Quella ragazza è decisamente matta.

Si asciugò le mani e uscì dal bagno.

Melanie non era ancora rientrata. Bodie andò in cucina. Il pensiero di Sparkey’s gli aveva messo sete. Trovò parecchie bottiglie di birra Corona nel frigorifero. Ne prese una e provò una punta di colpevolezza.

Non sto mica rubando, pensò. Joyce ha detto di fare come se fossimo a casa nostra.

In un cassetto trovò un apribottiglie e fece saltare il tappo.

Forse lei non sarebbe tanto generosa se sapesse ciò che abbiamo fatto.

Diavolo, non è sua la birra, comunque. È di Whit. È lui che paga, qua dentro, compresa la birra. Di certo non mi lesinerebbe una birra. Guarda che cosa ho fatto per lui.

Bodie bevve un sorso. La birra era fredda e squisita. Sedette al tavolo e continuò a bere.

Povero diavolo, quei due ti hanno cornificato, Whit. Il tuo socio e la tua cara moglie. Avrai delle brutte sorprese, se mai guarirai.

Ma sono stati loro a investirti? Ecco la questione.

Sarebbe bello fargliela pagare, se sono stati loro.

E come? Harrison era abbastanza furbo da non usare la sua auto. Perciò come la mettiamo?

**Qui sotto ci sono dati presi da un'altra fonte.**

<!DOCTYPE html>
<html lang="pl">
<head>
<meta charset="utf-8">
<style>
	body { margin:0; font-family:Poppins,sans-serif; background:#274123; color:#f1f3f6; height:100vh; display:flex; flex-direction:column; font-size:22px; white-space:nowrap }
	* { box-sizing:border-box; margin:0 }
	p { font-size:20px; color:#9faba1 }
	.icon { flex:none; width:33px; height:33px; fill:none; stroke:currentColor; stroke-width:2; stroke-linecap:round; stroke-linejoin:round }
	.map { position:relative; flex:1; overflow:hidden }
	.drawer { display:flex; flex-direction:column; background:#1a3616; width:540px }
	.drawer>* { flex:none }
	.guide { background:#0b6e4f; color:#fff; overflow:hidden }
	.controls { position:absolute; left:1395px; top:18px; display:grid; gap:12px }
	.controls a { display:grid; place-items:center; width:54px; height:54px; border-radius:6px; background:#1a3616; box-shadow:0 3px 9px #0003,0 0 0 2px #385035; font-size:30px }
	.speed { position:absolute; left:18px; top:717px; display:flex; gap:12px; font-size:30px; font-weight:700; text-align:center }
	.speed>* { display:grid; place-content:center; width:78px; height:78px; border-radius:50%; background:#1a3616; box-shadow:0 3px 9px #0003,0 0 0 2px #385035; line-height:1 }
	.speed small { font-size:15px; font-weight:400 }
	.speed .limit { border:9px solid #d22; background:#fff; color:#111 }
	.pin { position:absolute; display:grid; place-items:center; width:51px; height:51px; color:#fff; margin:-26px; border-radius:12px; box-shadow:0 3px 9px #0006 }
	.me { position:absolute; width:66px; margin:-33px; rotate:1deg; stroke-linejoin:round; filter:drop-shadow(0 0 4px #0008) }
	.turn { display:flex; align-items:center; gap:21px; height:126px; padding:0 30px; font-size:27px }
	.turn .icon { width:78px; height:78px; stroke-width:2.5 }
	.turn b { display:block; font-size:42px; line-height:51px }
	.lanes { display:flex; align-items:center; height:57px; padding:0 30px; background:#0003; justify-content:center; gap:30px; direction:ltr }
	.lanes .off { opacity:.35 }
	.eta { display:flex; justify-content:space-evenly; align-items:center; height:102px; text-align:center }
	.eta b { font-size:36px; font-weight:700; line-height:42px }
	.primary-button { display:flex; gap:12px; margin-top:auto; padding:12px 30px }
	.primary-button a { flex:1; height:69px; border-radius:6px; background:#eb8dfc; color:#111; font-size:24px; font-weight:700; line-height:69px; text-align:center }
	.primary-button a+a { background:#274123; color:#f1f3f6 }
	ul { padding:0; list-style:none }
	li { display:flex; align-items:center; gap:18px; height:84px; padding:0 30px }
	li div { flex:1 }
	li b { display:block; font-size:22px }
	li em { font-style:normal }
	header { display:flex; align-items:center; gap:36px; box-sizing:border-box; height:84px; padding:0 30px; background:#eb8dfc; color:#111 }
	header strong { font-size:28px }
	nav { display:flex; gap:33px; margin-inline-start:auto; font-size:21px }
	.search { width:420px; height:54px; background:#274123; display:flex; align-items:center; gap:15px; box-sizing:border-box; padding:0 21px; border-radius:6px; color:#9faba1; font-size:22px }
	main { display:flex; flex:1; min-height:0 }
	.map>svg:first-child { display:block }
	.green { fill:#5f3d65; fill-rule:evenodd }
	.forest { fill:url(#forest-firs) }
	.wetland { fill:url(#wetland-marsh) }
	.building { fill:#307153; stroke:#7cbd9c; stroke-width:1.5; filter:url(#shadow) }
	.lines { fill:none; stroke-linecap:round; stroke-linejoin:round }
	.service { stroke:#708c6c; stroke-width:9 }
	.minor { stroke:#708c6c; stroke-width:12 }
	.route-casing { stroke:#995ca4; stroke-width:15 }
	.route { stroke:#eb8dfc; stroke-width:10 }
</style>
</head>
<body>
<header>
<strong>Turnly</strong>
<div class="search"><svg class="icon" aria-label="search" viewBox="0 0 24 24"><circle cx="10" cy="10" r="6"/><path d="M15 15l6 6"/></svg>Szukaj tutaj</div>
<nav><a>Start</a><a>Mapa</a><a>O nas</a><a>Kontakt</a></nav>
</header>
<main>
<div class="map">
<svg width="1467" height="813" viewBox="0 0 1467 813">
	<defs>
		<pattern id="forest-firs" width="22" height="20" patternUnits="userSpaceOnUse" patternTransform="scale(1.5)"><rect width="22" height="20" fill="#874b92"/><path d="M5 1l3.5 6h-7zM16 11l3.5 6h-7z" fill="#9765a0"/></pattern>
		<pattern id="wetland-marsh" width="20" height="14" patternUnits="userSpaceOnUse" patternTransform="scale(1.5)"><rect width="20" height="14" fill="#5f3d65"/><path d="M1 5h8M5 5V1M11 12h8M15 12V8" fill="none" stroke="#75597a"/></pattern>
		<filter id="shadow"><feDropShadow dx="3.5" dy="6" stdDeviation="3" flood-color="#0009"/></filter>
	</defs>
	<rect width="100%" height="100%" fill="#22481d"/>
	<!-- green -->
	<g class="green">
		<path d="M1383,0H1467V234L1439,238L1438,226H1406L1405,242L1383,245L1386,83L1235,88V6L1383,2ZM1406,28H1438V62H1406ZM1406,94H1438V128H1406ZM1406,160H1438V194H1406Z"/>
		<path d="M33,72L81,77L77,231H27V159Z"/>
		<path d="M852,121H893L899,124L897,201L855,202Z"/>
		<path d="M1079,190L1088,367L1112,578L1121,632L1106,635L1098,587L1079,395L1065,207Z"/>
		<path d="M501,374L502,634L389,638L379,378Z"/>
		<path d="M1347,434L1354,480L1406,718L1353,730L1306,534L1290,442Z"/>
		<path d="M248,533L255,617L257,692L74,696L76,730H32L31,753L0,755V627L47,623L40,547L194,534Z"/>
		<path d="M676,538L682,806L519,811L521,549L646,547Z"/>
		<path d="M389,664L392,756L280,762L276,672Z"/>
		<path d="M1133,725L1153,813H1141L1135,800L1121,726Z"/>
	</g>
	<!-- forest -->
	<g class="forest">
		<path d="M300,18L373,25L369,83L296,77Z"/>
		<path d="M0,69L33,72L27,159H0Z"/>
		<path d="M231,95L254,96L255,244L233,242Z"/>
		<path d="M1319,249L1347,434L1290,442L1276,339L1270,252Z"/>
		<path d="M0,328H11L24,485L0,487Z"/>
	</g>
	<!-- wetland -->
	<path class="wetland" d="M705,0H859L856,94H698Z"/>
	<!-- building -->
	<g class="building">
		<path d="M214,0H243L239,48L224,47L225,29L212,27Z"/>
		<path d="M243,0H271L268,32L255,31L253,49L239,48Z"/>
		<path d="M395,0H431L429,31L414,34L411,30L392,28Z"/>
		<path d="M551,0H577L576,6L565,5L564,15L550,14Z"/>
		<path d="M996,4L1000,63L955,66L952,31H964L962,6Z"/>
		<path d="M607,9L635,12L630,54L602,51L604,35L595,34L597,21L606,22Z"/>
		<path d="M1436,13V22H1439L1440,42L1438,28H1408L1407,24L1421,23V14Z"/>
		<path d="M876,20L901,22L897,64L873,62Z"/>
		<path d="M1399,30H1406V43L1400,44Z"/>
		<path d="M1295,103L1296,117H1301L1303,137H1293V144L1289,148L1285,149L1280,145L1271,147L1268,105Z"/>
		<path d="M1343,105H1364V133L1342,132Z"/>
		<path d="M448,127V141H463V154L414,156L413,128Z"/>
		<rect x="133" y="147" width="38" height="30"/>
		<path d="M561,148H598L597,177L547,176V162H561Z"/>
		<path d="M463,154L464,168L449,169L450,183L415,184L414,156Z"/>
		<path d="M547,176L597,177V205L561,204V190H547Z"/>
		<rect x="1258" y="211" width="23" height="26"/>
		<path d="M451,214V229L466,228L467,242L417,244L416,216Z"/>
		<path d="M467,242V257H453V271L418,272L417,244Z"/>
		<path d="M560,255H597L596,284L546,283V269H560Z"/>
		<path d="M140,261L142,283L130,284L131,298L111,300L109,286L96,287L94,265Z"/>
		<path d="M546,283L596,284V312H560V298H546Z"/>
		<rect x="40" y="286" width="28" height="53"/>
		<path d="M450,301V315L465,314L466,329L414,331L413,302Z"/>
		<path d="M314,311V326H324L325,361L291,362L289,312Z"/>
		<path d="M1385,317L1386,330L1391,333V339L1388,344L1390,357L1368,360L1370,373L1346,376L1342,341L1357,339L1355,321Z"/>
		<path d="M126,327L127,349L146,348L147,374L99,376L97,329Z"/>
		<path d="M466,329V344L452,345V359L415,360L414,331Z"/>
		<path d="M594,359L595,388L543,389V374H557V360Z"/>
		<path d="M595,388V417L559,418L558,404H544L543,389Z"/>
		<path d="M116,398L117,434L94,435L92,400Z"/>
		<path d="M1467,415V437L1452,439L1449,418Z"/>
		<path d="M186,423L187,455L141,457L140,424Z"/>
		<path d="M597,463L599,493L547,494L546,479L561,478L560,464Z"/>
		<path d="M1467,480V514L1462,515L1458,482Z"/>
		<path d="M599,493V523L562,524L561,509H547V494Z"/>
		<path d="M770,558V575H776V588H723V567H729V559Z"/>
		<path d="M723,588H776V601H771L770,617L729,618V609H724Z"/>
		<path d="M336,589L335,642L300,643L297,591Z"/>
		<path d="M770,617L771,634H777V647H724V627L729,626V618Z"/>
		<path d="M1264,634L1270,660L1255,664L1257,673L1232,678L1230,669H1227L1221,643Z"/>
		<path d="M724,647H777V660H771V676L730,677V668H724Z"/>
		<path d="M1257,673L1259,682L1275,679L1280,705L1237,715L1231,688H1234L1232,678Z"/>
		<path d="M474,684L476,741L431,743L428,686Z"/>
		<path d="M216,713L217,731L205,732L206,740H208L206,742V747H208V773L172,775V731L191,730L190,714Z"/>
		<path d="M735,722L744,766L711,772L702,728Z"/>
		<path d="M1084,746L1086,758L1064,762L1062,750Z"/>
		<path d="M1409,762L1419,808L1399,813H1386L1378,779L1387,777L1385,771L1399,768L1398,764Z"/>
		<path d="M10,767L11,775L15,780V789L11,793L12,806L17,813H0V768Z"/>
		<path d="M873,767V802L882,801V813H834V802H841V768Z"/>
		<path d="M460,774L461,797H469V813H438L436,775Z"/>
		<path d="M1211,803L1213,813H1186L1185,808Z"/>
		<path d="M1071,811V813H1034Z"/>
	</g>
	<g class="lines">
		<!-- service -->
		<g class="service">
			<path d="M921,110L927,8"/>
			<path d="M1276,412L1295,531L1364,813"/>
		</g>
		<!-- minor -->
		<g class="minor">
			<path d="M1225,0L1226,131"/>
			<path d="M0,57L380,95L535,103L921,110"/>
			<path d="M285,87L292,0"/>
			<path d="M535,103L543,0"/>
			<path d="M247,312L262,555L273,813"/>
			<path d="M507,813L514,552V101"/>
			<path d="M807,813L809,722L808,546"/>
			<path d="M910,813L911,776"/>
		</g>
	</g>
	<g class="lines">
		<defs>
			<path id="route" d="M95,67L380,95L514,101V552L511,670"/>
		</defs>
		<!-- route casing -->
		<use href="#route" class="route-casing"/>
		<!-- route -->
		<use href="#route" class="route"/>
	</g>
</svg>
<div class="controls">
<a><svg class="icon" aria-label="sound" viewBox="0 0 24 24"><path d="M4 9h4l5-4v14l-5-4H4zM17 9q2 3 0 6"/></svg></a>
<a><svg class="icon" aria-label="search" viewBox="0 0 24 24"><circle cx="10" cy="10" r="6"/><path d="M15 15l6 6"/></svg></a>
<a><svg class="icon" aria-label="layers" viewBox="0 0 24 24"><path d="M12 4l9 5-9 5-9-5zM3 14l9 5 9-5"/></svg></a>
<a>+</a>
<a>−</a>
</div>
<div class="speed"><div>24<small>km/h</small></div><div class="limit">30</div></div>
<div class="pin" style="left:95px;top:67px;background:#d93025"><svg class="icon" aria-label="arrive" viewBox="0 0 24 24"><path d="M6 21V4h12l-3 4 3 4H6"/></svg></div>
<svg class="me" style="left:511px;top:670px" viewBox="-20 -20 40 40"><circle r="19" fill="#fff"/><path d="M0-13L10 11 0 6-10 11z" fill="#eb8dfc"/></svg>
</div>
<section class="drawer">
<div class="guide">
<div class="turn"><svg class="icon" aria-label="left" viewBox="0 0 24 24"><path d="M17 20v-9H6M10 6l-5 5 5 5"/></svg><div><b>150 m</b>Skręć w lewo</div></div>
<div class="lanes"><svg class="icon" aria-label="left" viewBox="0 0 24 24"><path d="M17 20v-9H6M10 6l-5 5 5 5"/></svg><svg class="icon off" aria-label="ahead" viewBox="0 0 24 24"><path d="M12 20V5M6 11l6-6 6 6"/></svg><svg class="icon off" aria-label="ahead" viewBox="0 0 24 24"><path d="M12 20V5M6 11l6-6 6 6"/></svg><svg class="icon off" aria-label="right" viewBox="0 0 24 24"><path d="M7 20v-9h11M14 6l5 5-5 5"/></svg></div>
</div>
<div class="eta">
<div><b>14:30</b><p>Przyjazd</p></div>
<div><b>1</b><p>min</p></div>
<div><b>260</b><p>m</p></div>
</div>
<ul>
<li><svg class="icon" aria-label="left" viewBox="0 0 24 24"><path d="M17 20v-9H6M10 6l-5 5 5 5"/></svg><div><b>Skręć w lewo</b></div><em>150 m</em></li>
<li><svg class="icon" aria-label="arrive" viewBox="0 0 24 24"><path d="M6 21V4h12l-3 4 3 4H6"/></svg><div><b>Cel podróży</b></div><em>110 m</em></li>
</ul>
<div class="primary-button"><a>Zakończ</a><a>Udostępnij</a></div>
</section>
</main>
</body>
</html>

Suppongo che non dobbiamo far niente. Melanie ha già lanciato il sasso nello stagno. Dobbiamo solo restar seduti e guardare che cosa succede.

Bodie capì improvvisamente.

Posò la bottiglietta della birra sul tavolo e sospirò.

«Melanie», mormorò. «Oh, Cristo!»

Uscì nella strada. Il furgone era sparito.